> _Required work_
What is needed here is every entry, retyped exactly.

Saved data entries
● ● ● ● ● ● ●
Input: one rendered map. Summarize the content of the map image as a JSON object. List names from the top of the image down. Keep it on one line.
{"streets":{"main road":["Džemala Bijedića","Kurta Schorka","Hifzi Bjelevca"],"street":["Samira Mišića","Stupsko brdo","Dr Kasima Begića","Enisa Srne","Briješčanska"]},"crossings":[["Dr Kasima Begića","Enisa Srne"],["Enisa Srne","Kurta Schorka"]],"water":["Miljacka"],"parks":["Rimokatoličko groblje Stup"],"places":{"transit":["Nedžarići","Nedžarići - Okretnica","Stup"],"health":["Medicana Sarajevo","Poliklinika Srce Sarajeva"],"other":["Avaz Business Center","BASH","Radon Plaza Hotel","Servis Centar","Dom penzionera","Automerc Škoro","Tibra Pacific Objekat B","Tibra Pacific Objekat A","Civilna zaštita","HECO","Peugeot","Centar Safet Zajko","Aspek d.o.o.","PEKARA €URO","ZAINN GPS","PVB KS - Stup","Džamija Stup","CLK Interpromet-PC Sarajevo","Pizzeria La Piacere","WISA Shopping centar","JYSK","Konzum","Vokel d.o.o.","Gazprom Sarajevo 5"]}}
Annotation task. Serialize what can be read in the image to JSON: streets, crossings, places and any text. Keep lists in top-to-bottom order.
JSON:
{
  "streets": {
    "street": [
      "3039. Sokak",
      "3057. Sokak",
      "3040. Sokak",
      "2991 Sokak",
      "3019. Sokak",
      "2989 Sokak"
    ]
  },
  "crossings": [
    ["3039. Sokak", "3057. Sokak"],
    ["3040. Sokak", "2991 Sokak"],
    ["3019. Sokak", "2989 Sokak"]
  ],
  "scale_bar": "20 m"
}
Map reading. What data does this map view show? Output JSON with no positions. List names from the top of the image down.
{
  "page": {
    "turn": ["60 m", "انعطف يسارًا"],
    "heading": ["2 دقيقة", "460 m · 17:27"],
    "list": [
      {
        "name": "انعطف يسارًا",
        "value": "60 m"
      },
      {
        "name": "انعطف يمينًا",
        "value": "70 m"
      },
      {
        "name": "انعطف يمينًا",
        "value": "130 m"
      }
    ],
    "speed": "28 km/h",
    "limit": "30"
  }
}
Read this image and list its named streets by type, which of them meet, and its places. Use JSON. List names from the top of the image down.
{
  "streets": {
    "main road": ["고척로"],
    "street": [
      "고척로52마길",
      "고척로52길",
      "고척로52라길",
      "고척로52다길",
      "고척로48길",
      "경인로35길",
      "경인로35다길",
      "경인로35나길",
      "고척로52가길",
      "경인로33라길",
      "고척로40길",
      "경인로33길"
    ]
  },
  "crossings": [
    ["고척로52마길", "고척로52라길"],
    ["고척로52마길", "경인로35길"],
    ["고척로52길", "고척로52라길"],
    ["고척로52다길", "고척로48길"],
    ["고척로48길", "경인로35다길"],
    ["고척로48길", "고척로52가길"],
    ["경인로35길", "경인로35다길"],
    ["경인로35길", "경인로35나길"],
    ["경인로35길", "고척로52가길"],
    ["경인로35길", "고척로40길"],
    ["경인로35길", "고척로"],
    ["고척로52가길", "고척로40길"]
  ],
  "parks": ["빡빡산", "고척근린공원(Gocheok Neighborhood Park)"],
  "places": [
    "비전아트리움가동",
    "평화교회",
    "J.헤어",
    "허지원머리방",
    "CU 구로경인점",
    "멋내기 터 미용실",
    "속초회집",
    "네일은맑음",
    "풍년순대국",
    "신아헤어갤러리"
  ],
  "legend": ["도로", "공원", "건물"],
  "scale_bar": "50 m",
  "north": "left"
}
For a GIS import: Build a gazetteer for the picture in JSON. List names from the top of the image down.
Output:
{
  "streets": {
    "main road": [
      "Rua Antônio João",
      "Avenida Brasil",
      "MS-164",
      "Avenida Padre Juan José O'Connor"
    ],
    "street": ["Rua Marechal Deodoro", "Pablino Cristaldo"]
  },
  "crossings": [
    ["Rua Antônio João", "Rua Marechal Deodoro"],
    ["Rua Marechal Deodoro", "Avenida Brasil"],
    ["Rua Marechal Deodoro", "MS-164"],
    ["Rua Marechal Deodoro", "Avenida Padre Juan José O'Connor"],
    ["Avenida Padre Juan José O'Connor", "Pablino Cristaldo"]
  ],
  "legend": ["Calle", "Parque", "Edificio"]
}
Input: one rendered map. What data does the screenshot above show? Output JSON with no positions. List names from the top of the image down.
● ● ● ● ● ● ●
> _Solution for this problem_
Input: one rendered map. Summarize the content of the map image as a JSON object. List names from the top of the image down. Keep it on one line.
{"streets":{"main road":["Džemala Bijedića","Kurta Schorka","Hifzi Bjelevca"],"street":["Samira Mišića","Stupsko brdo","Dr Kasima Begića","Enisa Srne","Briješčanska"]},"crossings":[["Dr Kasima Begića","Enisa Srne"],["Enisa Srne","Kurta Schorka"]],"water":["Miljacka"],"parks":["Rimokatoličko groblje Stup"],"places":{"transit":["Nedžarići","Nedžarići - Okretnica","Stup"],"health":["Medicana Sarajevo","Poliklinika Srce Sarajeva"],"other":["Avaz Business Center","BASH","Radon Plaza Hotel","Servis Centar","Dom penzionera","Automerc Škoro","Tibra Pacific Objekat B","Tibra Pacific Objekat A","Civilna zaštita","HECO","Peugeot","Centar Safet Zajko","Aspek d.o.o.","PEKARA €URO","ZAINN GPS","PVB KS - Stup","Džamija Stup","CLK Interpromet-PC Sarajevo","Pizzeria La Piacere","WISA Shopping centar","JYSK","Konzum","Vokel d.o.o.","Gazprom Sarajevo 5"]}}
Annotation task. Serialize what can be read in the image to JSON: streets, crossings, places and any text. Keep lists in top-to-bottom order.
JSON:
{
  "streets": {
    "street": [
      "3039. Sokak",
      "3057. Sokak",
      "3040. Sokak",
      "2991 Sokak",
      "3019. Sokak",
      "2989 Sokak"
    ]
  },
  "crossings": [
    ["3039. Sokak", "3057. Sokak"],
    ["3040. Sokak", "2991 Sokak"],
    ["3019. Sokak", "2989 Sokak"]
  ],
  "scale_bar": "20 m"
}
Map reading. What data does this map view show? Output JSON with no positions. List names from the top of the image down.
{
  "page": {
    "turn": ["60 m", "انعطف يسارًا"],
    "heading": ["2 دقيقة", "460 m · 17:27"],
    "list": [
      {
        "name": "انعطف يسارًا",
        "value": "60 m"
      },
      {
        "name": "انعطف يمينًا",
        "value": "70 m"
      },
      {
        "name": "انعطف يمينًا",
        "value": "130 m"
      }
    ],
    "speed": "28 km/h",
    "limit": "30"
  }
}
Read this image and list its named streets by type, which of them meet, and its places. Use JSON. List names from the top of the image down.
{
  "streets": {
    "main road": ["고척로"],
    "street": [
      "고척로52마길",
      "고척로52길",
      "고척로52라길",
      "고척로52다길",
      "고척로48길",
      "경인로35길",
      "경인로35다길",
      "경인로35나길",
      "고척로52가길",
      "경인로33라길",
      "고척로40길",
      "경인로33길"
    ]
  },
  "crossings": [
    ["고척로52마길", "고척로52라길"],
    ["고척로52마길", "경인로35길"],
    ["고척로52길", "고척로52라길"],
    ["고척로52다길", "고척로48길"],
    ["고척로48길", "경인로35다길"],
    ["고척로48길", "고척로52가길"],
    ["경인로35길", "경인로35다길"],
    ["경인로35길", "경인로35나길"],
    ["경인로35길", "고척로52가길"],
    ["경인로35길", "고척로40길"],
    ["경인로35길", "고척로"],
    ["고척로52가길", "고척로40길"]
  ],
  "parks": ["빡빡산", "고척근린공원(Gocheok Neighborhood Park)"],
  "places": [
    "비전아트리움가동",
    "평화교회",
    "J.헤어",
    "허지원머리방",
    "CU 구로경인점",
    "멋내기 터 미용실",
    "속초회집",
    "네일은맑음",
    "풍년순대국",
    "신아헤어갤러리"
  ],
  "legend": ["도로", "공원", "건물"],
  "scale_bar": "50 m",
  "north": "left"
}
For a GIS import: Build a gazetteer for the picture in JSON. List names from the top of the image down.
Output:
{
  "streets": {
    "main road": [
      "Rua Antônio João",
      "Avenida Brasil",
      "MS-164",
      "Avenida Padre Juan José O'Connor"
    ],
    "street": ["Rua Marechal Deodoro", "Pablino Cristaldo"]
  },
  "crossings": [
    ["Rua Antônio João", "Rua Marechal Deodoro"],
    ["Rua Marechal Deodoro", "Avenida Brasil"],
    ["Rua Marechal Deodoro", "MS-164"],
    ["Rua Marechal Deodoro", "Avenida Padre Juan José O'Connor"],
    ["Avenida Padre Juan José O'Connor", "Pablino Cristaldo"]
  ],
  "legend": ["Calle", "Parque", "Edificio"]
}
Input: one rendered map. What data does the screenshot above show? Output JSON with no positions. List names from the top of the image down.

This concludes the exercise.